Ainsi, alors que les salaires stagnent ou diminuent depuis 30 ans pour la majorité des ménages, le gouvernement vient participer à l’alourdissement de leur endettement et les met dans une situation périlleuse. Et comme pendant ce temps, il réduit également ses dépenses dans les programmes sociaux et n’annonce aucune mesure de lutte à la pauvreté, les Québécois-es sont de plus en plus abandonnés à eux-mêmes.
Ressources naturelles
Le budget 2011-2012 marque aussi l’année de la dernière chance pour le déploiement du Plan Nord cher au premier ministre Jean Charest. Ce projet concerne tout le territoire au nord de Rouyn-Noranda et de Saguenay (72% de la superficie du Québec). Le ministre des Finances a annoncé des investissements de 1,6 G$ dans les cinq prochaines années pour développer des infrastructures (routes, ports, etc.) devant servir à « optimiser les bénéfices que nous pouvons tirer de nos abondantes ressources naturelles ». Mais près de 90% des dépenses du Plan Nord sont liées à l’industrie minière ! Lorsque l’on connaît la désuétude complète de la Loi minière du Québec, qui n’a pas évolué depuis le 19e siècle, il y a de quoi s’inquiéter sur les objectifs entretenus par le gouvernement avec son Plan Nord.
Non seulement ces tendances économiques posent de très sérieuses questions écologiques, il faut comprendre qu’une économie « rentière » équivaut à une économie sous-développée. Les économies nationales qui développent une dépendance excessive aux royalties qui accompagnent l’extraction de ressources naturelles (ex : le pétrole au Proche-Orient ou au Venezuela) voient les autres secteurs de l’économie péricliter alors que s’amenuise la plus-value attribuable à une économie diversifiée et/ou reposant davantage sur une production plus complexe (ex : haute-technologie).

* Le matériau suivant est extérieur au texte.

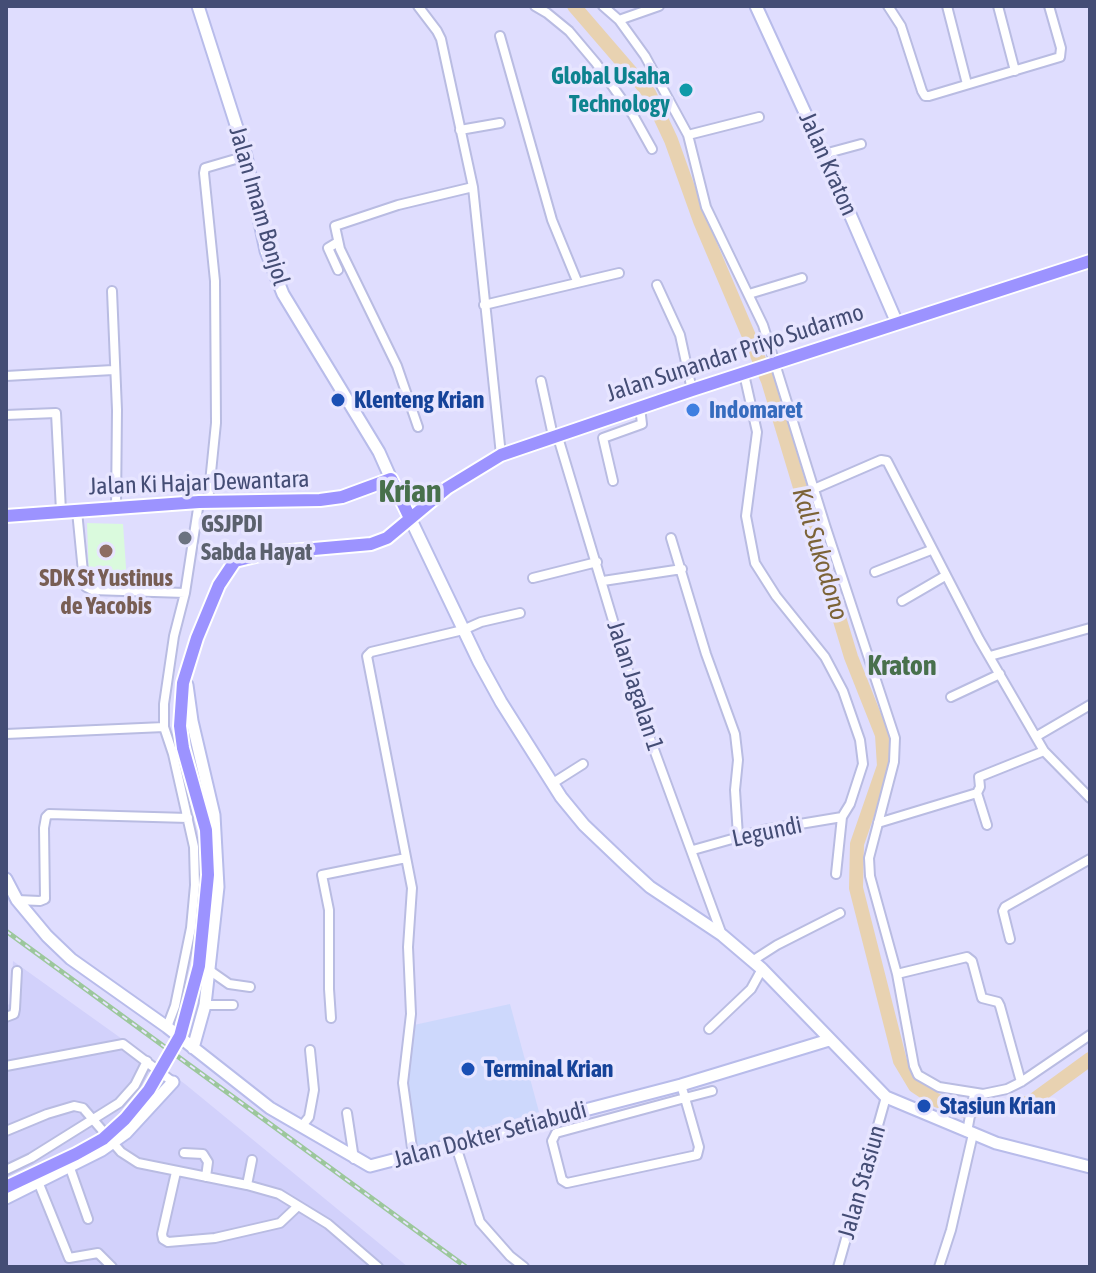 <!DOCTYPE html>
<html>
<head>
<meta charset="utf-8">
<style>
  body { margin:0 }
  #map { position:relative; width:1096px; height:1273px; overflow:hidden; background:#dfddfe; font-family:"Asap Condensed",sans-serif }
  canvas { display:block }
  .frame { position:absolute; inset:0; border:8px solid #444d75; pointer-events:none }
</style>
</head>
<body>
<div id="map">
<canvas width="1096" height="1273"></canvas>
<div class="frame"></div>
</div>
<script>
const g = document.querySelector('canvas').getContext('2d');
g.lineJoin = 'round';
function fillPath(path, color) {
  g.fillStyle = color;
  g.fill(path, 'evenodd');
}
function poly(rows) {
  const path = new Path2D();
  for (const r of rows) {
    path.moveTo(r[0], r[1]);
    for (let i = 2; i < r.length; i += 2) path.lineTo(r[i], r[i + 1]);
  }
  return path;
}
function trace(path, color, width, dash) {
  g.strokeStyle = color;
  g.lineWidth = width;
  g.lineCap = dash ? 'butt' : 'round';
  g.setLineDash(dash || []);
  g.stroke(path);
}
function label(font, color, halo, rows, align = 'center') {
  g.font = font + ' "Asap Condensed",sans-serif';
  g.lineWidth = 7;
  g.setLineDash([]);
  g.textBaseline = 'middle';
  g.strokeStyle = halo;
  g.fillStyle = color;
  for (const [text, x, y, turn = 0] of rows) {
    g.save();
    g.translate(x, y);
    g.rotate((+turn || 0) * Math.PI / 180);
    g.textAlign = isNaN(turn) ? turn : align;
    if (halo) g.strokeText(text, 0, 0);
    g.fillText(text, 0, 0);
    g.restore();
  }
}
fillPath(poly([
  [13,961,185,1084,408,1267,6,1267,6,1005,11,1004]
]), '#d2d1fb');
fillPath(poly([
  [510,1004,539,1112,411,1148,404,1100,414,1025]
]), '#cdd8fc');
fillPath(poly([
  [87,523,123,524,127,582,89,579]
]), '#dafadd');
trace(poly([
  [574,6,649,93,671,140,700,221,768,381,851,657,882,735,884,766,857,844,856,888,900,1061,915,1086,936,1100,964,1111,999,1109,1031,1102,1090,1059]
]), '#e8d2b1', 14);
const street = poly([
  [418,6,437,31,441,39,473,187,501,455],
  [535,6,547,13,569,31,596,63,633,115,652,149],
  [603,6,619,20,645,56,688,135,706,207,763,325,825,525,895,738,894,762,869,858,870,876,897,974,914,1066,918,1075,939,1087,983,1094,1007,1089,1021,1082,1090,1035],
  [888,6,901,26,922,91,925,96,929,96,1060,57,1061,48,1049,6],
  [947,6,967,84],
  [998,6,1015,71],
  [619,20,659,6],
  [500,36,552,220,577,281],
  [460,130,500,123],
  [688,135,759,117],
  [824,154,861,144],
  [338,242,328,248,338,270],
  [657,285,680,335,692,390],
  [112,291,117,410,116,507],
  [749,294,802,278],
  [484,305,619,273],
  [744,374,757,432,746,516,755,563,776,596,825,657,843,691,860,740,863,764,850,804,842,817,836,874],
  [6,376,113,370],
  [541,381,553,436],
  [6,415,56,413,61,511],
  [418,427,397,366,340,249,335,226,398,205,473,187],
  [557,434,641,714,722,935],
  [613,481,603,438,642,424,640,407],
  [814,489,881,460,887,461,979,639,1044,751,1090,798],
  [208,502,216,423,215,281,204,173,205,168,246,156],
  [77,511,84,582,86,587,92,590,185,593],
  [671,538,706,654,735,734,738,760,735,790,738,836],
  [875,572,931,550],
  [533,578,597,562],
  [603,581,682,569],
  [902,601,945,576],
  [990,656,1090,628],
  [951,697,1000,674],
  [6,734,164,727],
  [1037,736,1090,705],
  [553,783,583,764],
  [977,793,980,787,979,777,1044,751],
  [878,823,977,793,987,825],
  [693,850,764,830,842,817],
  [17,900,40,901,45,899,44,828,46,817,49,814,188,818],
  [1010,939,1003,911,1005,907,1090,859],
  [752,961,777,945,840,913],
  [209,970,229,984,250,987],
  [897,974,967,957,972,961,982,998,998,1002,1000,1006,1021,1082],
  [205,1005,233,1005],
  [6,1017,14,1014,15,1009,17,971],
  [331,1018,329,989,329,910,322,875,406,858],
  [167,1027,175,1006,191,928,195,885,194,847,173,754,164,727,164,704,174,636,185,593,199,502],
  [709,1029,751,989,762,969],
  [6,1066,123,1044,173,1082],
  [681,1085,685,1098,699,1147,697,1155,567,1183,562,1180,552,1141,556,1133,685,1098,712,1091],
  [347,1113,354,1159],
  [301,1127,309,1117,314,1090,310,1050],
  [6,1131,47,1114,74,1106,83,1108,121,1152,138,1163,247,1185,279,1194,328,1224,378,1267],
  [967,1132,974,1094],
  [455,1143,480,1222,510,1256,524,1267],
  [184,1153,203,1154,208,1162,206,1177],
  [413,1155,403,1083,411,1014,408,947,412,888,367,656,371,652,463,630,481,622,520,613],
  [70,1168,88,1219],
  [6,1170,31,1158,119,1103,135,1085,147,1061],
  [176,1172,162,1234,163,1239,168,1242,215,1238,280,1223,298,1206],
  [39,1184,69,1258,98,1253,112,1267],
  [247,1185,252,1160],
  [838,1267,886,1097],
  [939,1267,951,1230,973,1134]
]);
const secondary = poly([
  [198,6,246,156,266,251,283,294,379,452,391,479],
  [756,6,824,154,897,323],
  [410,518,479,662,501,702,561,797,584,825,627,866,650,887,722,935,762,969,886,1097,996,1143,1090,1167],
  [187,685,192,721,214,815,218,887,205,1005,193,1048],
  [6,879,17,900,47,936,71,959,167,1027,270,1108,370,1166,681,1085,829,1040],
  [6,1198,102,1150,126,1133,173,1082]
]);
const primary = poly([
  [6,516,199,502,320,500,342,497,391,479,410,518],
  [183,748,180,726,183,683,197,638,219,585,235,561,268,553,371,544,387,538,447,488,501,455,692,390,1090,261]
]);
trace(street, '#b9bce2', 12);
trace(secondary, '#b8bcea', 15);
trace(primary, '#fff', 16);
trace(street, '#fff', 8);
trace(secondary, '#fff', 11);
trace(primary, '#9c93ff', 12);
const rail = poly([
  [6,931,466,1267]
]);
trace(rail, '#9cc79c', 5);
trace(rail, '#e7e5ff', 2, [6]);
const primaryBridge = poly([
  [6,1187,76,1154,103,1139,125,1119,149,1090,180,1036,199,966,208,875,206,830,183,748]
]);
trace(primaryBridge, '#fff', 16, []);
trace(primaryBridge, '#9c93ff', 12);
for (const [x, y, r, color] of [
  [686,90,8,"#0f9aa8"],
  [338,400,8,"#1a4fb4"],
  [693,410,8,"#3f7fe0"],
  [185,538,8,"#6b7280"],
  [106,551,8,"#8d6e63"],
  [468,1069,8,"#1a4fb4"],
  [924,1106,8,"#1a4fb4"]
]) {
  const dot = new Path2D();
  dot.arc(x, y, r, 0, 2 * Math.PI);
  g.fillStyle = color;
  g.fill(dot);
  trace(dot, '#e7e5ff', 3);
}
label('bold 24px', '#0d838f', '#e7e5ff', [
  ["Global Usaha",670,76],
  ["Technology",670,104]
], 'right');
label('24px', '#444d75', '#e7e5ff', [
  ["Jalan Kraton",828,164,66],
  ["Jalan Imam Bonjol",259,206,74],
  ["Jalan Sunandar Priyo Sudarmo",735,353,-18],
  ["Jalan Ki Hajar Dewantara",199,483,-2],
  ["Jalan Jagalan 1",635,686,72],
  ["Legundi",767,832,-12],
  ["Jalan Dokter Setiabudi",490,1135,-15],
  ["Jalan Stasiun",862,1182,-74]
]);
label('bold 24px', '#164399', '#e7e5ff', [
  ["Klenteng Krian",354,400],
  ["Terminal Krian",484,1069],
  ["Stasiun Krian",940,1106]
], 'left');
label('bold 24px', '#366cbe', '#e7e5ff', [
  ["Indomaret",709,410]
], 'left');
label('bold 24px', '#5b616d', '#e7e5ff', [
  ["GSJPDI",201,524],
  ["Sabda Hayat",201,552]
], 'left');
label('bold 24px', '#785e54', '#e7e5ff', [
  ["SDK St Yustinus",106,578],
  ["de Yacobis",106,606]
]);
label('italic 26px', '#7c6337', '#e7e5ff', [
  ["Kali Sukodono",820,554,73]
]);
label('bold 28px', '#48704c', '#e7e5ff', [
  ["Kraton",902,666]
]);
label('bold 32px', '#48704c', '#e7e5ff', [
  ["Krian",410,492]
]);
</script>
</body>
</html>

L’un des fascicules joints au budget du Québec 2011-2012 est consacré au gaz de schiste, qui a monopolisé une part de l’actualité québécoise de la dernière année. Ce choix ne peut se limiter à une volonté de « rassurer » l’opinion publique. Cette opération de charme, qui fait miroiter les retombées de l’exploitation des gaz de schiste, tend plutôt à confirmer plus avant l’incontournable nécessité, aux yeux du gouvernement et des ses alliés dans le monde des affaires, de faire progresser cette opinion publique vers l’acceptation d’une économie axée sur l’extraction.
Conclusion
Le budget du Québec est le troisième budget déficitaire consécutif. Ce déficit, en dépit du fait qu’il soit moindre que la plupart des pays occidentaux ou d’autres provinces canadiennes (dont l’Ontario), sert de justification à un virage aussi majeur qu’injustifié dans la fiscalité du Québec. Par le biais d’une tarification accrue des services, le gouvernement du Québec fait porter de plus en plus aux individus le poids des risques associés à la vie en société. Cette « réaction » (bien plus que « révolution »…) érode dangereusement toute idée de solidarité sociale et constitue l’une des charges les plus agressives à ce jour contre ce qu’il reste du modèle québécois hérité de la Révolution tranquille.